Each line of the data must be reproduced as it appears.

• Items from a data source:
*****

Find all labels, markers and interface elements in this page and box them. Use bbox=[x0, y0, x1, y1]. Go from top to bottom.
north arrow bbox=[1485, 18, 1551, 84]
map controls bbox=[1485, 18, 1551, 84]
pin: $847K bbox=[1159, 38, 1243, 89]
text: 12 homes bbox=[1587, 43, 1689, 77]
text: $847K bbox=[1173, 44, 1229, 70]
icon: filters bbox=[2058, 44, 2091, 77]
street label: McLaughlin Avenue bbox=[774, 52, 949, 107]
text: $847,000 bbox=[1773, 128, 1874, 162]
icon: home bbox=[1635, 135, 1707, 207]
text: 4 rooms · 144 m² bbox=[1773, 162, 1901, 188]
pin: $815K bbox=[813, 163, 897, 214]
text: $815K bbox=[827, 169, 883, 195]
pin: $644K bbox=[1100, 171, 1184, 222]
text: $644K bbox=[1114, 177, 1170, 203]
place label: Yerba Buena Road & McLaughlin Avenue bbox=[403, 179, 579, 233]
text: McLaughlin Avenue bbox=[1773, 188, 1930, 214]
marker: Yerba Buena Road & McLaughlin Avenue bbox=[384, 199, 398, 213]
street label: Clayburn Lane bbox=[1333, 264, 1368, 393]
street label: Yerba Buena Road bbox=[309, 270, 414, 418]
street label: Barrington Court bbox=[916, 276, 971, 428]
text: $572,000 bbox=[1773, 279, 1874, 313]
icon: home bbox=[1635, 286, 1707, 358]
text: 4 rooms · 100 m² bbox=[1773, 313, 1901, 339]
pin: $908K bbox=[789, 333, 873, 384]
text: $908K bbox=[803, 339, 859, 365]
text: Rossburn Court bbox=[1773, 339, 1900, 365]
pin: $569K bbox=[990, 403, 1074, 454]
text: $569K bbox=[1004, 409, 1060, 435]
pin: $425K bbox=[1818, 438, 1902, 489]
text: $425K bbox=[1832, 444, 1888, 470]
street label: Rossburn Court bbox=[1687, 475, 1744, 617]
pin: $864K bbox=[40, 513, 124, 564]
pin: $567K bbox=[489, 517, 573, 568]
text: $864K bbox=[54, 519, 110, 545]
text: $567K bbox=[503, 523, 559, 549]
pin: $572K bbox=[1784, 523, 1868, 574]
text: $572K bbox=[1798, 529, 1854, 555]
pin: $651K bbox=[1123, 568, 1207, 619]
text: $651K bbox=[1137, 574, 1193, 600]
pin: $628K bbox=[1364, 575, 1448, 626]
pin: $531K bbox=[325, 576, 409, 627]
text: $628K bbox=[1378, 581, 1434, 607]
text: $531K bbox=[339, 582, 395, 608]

*****

• EXERCISE ANSWER:
Find all labels, markers and interface elements in this page and box them. Use bbox=[x0, y0, x1, y1]. Go from top to bottom.
north arrow bbox=[1485, 18, 1551, 84]
map controls bbox=[1485, 18, 1551, 84]
pin: $847K bbox=[1159, 38, 1243, 89]
text: 12 homes bbox=[1587, 43, 1689, 77]
text: $847K bbox=[1173, 44, 1229, 70]
icon: filters bbox=[2058, 44, 2091, 77]
street label: McLaughlin Avenue bbox=[774, 52, 949, 107]
text: $847,000 bbox=[1773, 128, 1874, 162]
icon: home bbox=[1635, 135, 1707, 207]
text: 4 rooms · 144 m² bbox=[1773, 162, 1901, 188]
pin: $815K bbox=[813, 163, 897, 214]
text: $815K bbox=[827, 169, 883, 195]
pin: $644K bbox=[1100, 171, 1184, 222]
text: $644K bbox=[1114, 177, 1170, 203]
place label: Yerba Buena Road & McLaughlin Avenue bbox=[403, 179, 579, 233]
text: McLaughlin Avenue bbox=[1773, 188, 1930, 214]
marker: Yerba Buena Road & McLaughlin Avenue bbox=[384, 199, 398, 213]
street label: Clayburn Lane bbox=[1333, 264, 1368, 393]
street label: Yerba Buena Road bbox=[309, 270, 414, 418]
street label: Barrington Court bbox=[916, 276, 971, 428]
text: $572,000 bbox=[1773, 279, 1874, 313]
icon: home bbox=[1635, 286, 1707, 358]
text: 4 rooms · 100 m² bbox=[1773, 313, 1901, 339]
pin: $908K bbox=[789, 333, 873, 384]
text: $908K bbox=[803, 339, 859, 365]
text: Rossburn Court bbox=[1773, 339, 1900, 365]
pin: $569K bbox=[990, 403, 1074, 454]
text: $569K bbox=[1004, 409, 1060, 435]
pin: $425K bbox=[1818, 438, 1902, 489]
text: $425K bbox=[1832, 444, 1888, 470]
street label: Rossburn Court bbox=[1687, 475, 1744, 617]
pin: $864K bbox=[40, 513, 124, 564]
pin: $567K bbox=[489, 517, 573, 568]
text: $864K bbox=[54, 519, 110, 545]
text: $567K bbox=[503, 523, 559, 549]
pin: $572K bbox=[1784, 523, 1868, 574]
text: $572K bbox=[1798, 529, 1854, 555]
pin: $651K bbox=[1123, 568, 1207, 619]
text: $651K bbox=[1137, 574, 1193, 600]
pin: $628K bbox=[1364, 575, 1448, 626]
pin: $531K bbox=[325, 576, 409, 627]
text: $628K bbox=[1378, 581, 1434, 607]
text: $531K bbox=[339, 582, 395, 608]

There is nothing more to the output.